------ EXERCISE INPUT ------

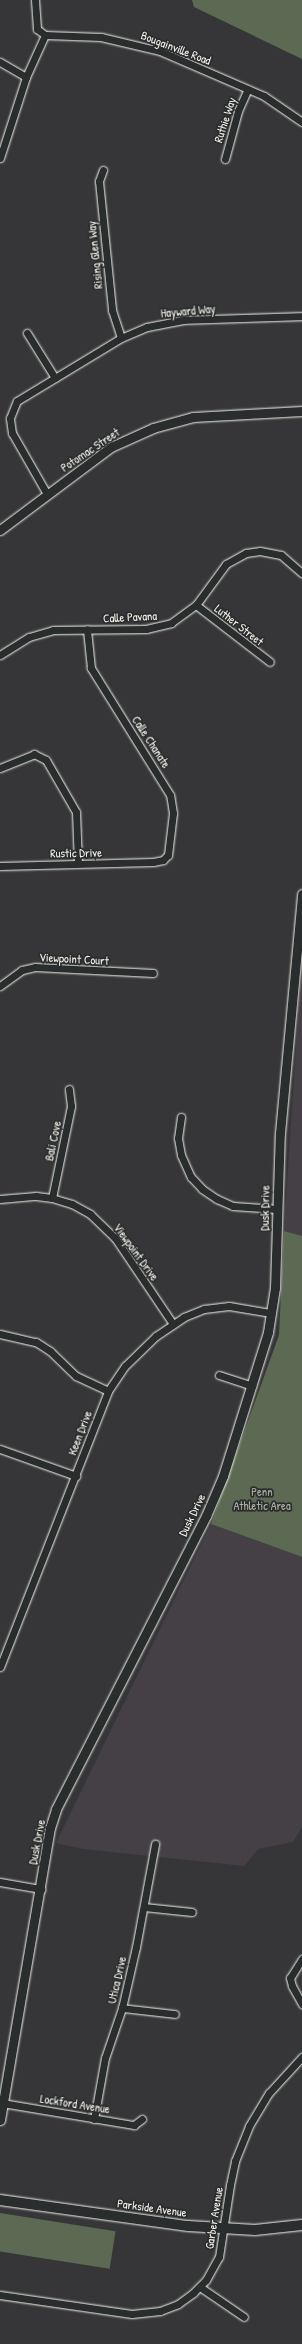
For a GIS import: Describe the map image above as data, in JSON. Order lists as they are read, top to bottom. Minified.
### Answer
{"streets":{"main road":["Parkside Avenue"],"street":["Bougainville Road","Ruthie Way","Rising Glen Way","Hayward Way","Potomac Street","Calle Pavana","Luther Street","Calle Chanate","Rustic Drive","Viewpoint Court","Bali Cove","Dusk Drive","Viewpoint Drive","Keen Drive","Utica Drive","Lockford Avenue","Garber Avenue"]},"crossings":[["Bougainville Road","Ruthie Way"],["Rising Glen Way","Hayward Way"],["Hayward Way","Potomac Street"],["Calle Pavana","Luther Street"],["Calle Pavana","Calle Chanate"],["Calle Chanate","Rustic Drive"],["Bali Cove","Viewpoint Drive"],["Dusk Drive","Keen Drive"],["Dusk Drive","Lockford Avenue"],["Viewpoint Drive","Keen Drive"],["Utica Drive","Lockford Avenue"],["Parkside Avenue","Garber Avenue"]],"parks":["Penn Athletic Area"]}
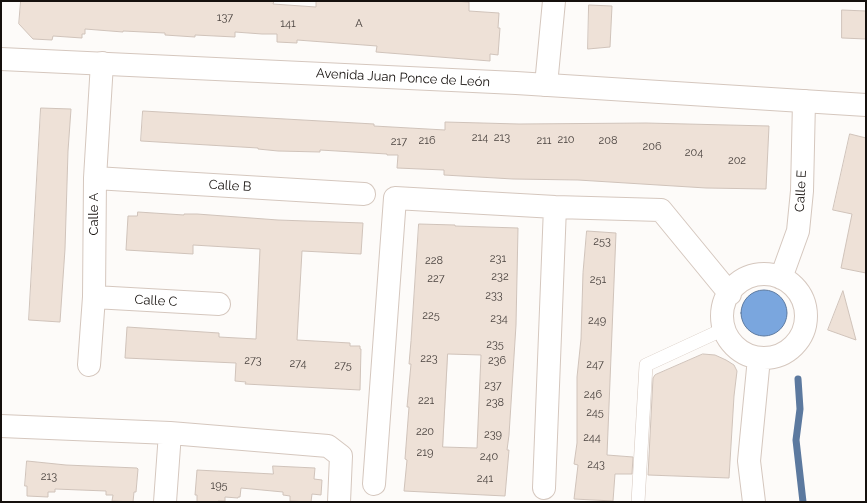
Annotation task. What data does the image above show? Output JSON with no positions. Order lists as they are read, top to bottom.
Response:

------

ACTIVITY - Identify the lines in the entries that hold "above" and return each one.

ANSWER BELOW -
For a GIS import: Describe the map image above as data, in JSON. Order lists as they are read, top to bottom. Minified.
Annotation task. What data does the image above show? Output JSON with no positions. Order lists as they are read, top to bottom.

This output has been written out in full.